Everytown for Gun Safety is the new umbrella group that is bringing together Mayors Against Illegal Guns, the organization Bloomberg founded in 2006, and Moms Demand Action for Gun Sense in America, a grassroots group formed after the Sandy Hook elementary school shooting.

Bloomberg is pledging to spend at least $50 million of his own money in the coming year alone on campaigns to reduce gun violence.  The group says it will bring the fight for common sense gun policies to corporate boards and state and federal elections, “fields of play formerly occupied almost solely by the gun lobby.”

But the former mayor said on NBC’s Today show on Wednesday that this isn’t about outspending the powerful lobbying of the National Rifle Association.

“This is not a battle of dollars. This is a battle for the hearts and minds of America so that we can protect our children, protect innocent people,” said Bloomberg.

One of Everytown’s key strategies to win those hearts and minds is to make gun violence an election issue in this year’s midterm elections, and beyond.  It is going to make scorecards for candidates, for example, a tactic that may sound familiar – the NRA has been giving passing or failing grades to candidates for years. It also plans to create a separate political action committee (PAC) that would financially support certain candidates.

Group focuses on moms

Women, ones with children in particular, are going to be a key voter block that the group goes after in its “Gun Sense Voter” campaign and they won’t shy away from pulling at the heartstrings.

“In many ways this is about emotion,” Shannon Watts, founder of Moms Demand Action, said during the interview with Bloomberg. “The gun lobby has done a good job over the last 30 years of making a vocal minority afraid people will take their guns away. As a mother, I’m afraid of someone’s going to take my children away. I believe at the end of the day that emotion will carry it.”

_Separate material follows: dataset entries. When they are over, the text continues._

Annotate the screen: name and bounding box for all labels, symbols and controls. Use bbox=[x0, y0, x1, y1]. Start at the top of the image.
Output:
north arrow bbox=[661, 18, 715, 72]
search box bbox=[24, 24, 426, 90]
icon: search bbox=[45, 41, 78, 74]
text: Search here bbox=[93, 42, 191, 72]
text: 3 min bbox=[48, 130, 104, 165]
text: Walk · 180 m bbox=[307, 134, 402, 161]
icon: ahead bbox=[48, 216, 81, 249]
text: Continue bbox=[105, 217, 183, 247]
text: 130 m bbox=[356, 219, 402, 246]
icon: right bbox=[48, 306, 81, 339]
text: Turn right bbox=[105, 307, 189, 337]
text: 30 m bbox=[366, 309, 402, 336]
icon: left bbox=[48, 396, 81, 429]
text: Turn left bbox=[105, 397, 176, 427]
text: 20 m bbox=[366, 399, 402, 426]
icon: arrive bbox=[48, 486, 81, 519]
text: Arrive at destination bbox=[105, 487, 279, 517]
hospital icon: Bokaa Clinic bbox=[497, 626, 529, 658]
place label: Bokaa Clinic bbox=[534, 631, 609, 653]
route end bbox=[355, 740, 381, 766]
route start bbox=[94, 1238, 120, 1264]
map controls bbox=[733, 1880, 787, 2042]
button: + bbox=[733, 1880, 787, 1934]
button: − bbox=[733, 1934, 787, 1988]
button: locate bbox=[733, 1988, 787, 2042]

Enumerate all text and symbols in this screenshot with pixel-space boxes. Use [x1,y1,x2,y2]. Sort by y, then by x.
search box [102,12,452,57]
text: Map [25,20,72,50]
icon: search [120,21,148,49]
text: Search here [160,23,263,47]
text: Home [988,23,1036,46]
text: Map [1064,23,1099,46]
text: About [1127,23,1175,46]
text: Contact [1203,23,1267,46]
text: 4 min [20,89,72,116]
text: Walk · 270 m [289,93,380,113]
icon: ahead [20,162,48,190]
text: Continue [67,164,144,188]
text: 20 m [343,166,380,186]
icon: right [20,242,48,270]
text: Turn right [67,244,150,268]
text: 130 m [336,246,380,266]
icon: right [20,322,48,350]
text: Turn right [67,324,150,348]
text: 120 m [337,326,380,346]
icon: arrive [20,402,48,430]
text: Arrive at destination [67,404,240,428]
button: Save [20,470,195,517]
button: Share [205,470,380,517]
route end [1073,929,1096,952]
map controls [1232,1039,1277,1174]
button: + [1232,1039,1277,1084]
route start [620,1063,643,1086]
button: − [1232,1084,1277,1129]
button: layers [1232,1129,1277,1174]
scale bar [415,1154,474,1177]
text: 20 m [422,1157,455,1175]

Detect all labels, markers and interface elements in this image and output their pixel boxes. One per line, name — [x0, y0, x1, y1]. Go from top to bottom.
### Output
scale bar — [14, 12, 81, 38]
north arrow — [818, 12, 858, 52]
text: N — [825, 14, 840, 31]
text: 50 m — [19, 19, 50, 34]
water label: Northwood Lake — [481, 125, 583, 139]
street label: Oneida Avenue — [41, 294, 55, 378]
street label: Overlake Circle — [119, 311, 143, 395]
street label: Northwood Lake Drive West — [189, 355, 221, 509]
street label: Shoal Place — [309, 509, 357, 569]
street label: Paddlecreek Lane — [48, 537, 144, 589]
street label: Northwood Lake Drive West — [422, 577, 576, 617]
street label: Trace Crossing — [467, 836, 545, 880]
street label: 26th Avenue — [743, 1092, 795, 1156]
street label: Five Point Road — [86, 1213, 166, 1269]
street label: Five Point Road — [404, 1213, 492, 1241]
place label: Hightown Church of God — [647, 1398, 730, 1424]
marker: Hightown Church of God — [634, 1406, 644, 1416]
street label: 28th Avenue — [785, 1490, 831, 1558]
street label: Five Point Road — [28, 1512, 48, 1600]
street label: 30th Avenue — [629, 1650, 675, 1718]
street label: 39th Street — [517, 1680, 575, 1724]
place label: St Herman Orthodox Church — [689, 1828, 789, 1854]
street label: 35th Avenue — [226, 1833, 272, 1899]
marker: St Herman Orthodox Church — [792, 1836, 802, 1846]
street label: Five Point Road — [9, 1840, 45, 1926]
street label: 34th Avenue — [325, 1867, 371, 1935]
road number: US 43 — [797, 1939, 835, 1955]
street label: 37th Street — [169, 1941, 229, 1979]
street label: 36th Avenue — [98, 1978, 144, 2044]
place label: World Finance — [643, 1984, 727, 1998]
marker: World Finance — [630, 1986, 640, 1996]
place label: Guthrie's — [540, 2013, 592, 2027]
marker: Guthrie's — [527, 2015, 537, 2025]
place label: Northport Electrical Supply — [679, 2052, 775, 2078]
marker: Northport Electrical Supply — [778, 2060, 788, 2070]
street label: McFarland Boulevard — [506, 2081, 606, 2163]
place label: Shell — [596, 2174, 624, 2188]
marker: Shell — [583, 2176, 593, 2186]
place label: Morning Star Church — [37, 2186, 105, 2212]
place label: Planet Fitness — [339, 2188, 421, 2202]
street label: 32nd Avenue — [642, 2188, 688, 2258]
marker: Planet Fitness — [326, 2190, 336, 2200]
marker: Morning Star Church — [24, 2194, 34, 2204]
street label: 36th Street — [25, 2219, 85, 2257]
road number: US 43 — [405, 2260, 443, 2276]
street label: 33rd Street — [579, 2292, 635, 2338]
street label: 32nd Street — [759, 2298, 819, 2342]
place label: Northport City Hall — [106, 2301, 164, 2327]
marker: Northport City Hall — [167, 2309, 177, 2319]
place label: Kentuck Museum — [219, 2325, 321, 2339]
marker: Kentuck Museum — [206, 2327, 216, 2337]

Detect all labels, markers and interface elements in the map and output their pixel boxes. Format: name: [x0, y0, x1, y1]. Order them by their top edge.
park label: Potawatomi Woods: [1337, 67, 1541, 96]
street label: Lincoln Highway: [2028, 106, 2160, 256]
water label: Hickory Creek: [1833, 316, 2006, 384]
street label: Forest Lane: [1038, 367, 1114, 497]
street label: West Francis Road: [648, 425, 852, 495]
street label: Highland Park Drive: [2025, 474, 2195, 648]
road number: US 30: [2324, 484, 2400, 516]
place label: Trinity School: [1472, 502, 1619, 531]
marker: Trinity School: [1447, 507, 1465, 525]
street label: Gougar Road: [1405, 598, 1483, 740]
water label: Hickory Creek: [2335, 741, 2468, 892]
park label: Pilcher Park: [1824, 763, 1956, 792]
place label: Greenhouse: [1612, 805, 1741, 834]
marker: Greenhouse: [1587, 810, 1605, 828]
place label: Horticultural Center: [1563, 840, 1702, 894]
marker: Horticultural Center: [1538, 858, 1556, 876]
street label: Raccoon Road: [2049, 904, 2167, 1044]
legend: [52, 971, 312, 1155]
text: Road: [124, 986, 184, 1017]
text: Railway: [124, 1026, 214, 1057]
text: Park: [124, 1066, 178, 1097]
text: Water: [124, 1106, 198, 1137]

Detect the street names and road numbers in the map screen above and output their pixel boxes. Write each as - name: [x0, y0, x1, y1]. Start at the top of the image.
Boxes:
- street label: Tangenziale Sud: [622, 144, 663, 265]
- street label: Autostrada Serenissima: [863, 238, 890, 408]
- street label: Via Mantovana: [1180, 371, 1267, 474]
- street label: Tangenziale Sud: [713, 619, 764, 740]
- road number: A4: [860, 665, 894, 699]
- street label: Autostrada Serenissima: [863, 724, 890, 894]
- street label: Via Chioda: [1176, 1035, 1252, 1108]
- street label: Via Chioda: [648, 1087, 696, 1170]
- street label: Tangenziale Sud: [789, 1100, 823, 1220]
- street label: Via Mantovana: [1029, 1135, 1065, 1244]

The group already has an advertisement on its website that is clearly targeted at mothers. It shows a young girl discovering a handgun in a closet while playing hide-and-seek with her brother as the mother chops food in the kitchen. You can guess what happens next.

Bloomberg has already spent millions of dollars on gun law campaigns and advertising and they’ve failed; a few million more won’t make a difference, according to his critics.

Erich Pratt, communications director at Gun Owners of America, said in an interview that Bloomberg’s new group and multi-million dollar effort won’t pose a serious threat.

“We are not worried. This is a top-down approach that he is taking. It’s not a real grassroots effort. He has already spent millions of dollars around the country and lost,” said Pratt.

Bloomberg, for example, tried to help the campaigns of two Democrat state senators in Colorado who faced recalls after they voted for gun reform laws. They lost their seats. It has also been reported that he has spent millions of dollars through his mayors' group on advertising campaigns.

Bloomberg: 'Daddy Warbucks'

“He is certainly free to spend his money however he wants, but I think he’s going to find out that the rest of the country is not like New York City. Ninety-seven per cent of Americans don’t live in New York City and don’t want to be told by a big city mayor how their lives should be run,” Pratt said about Bloomberg’s new group.

The former mayor earned the nickname Nanny Bloomberg while at the helm of New York because of his efforts to ban smoking in restaurants and parks, ban trans fats in restaurant food, and ban super-sized sodas. Now that he’s retired from politics he is devoting more time to his gun violence campaigns.

Pratt describes Bloomberg as a “Daddy Warbucks who wants to turn the rest of the country into New York City.” He predicts the strategy to make gun control an election issue will also fail, saying it’s never been a “burning issue” that people take to the voting booth with them.

That’s what Everytown is trying to change, again with women in particular, Watts said.

“We are going to go out, educate moms and women and Americans over the next several months before the midterms,” she said. “Right now women vote on abortion, health care and jobs. We want that to be gun violence prevention, gun violence prevention, gun violence prevention.”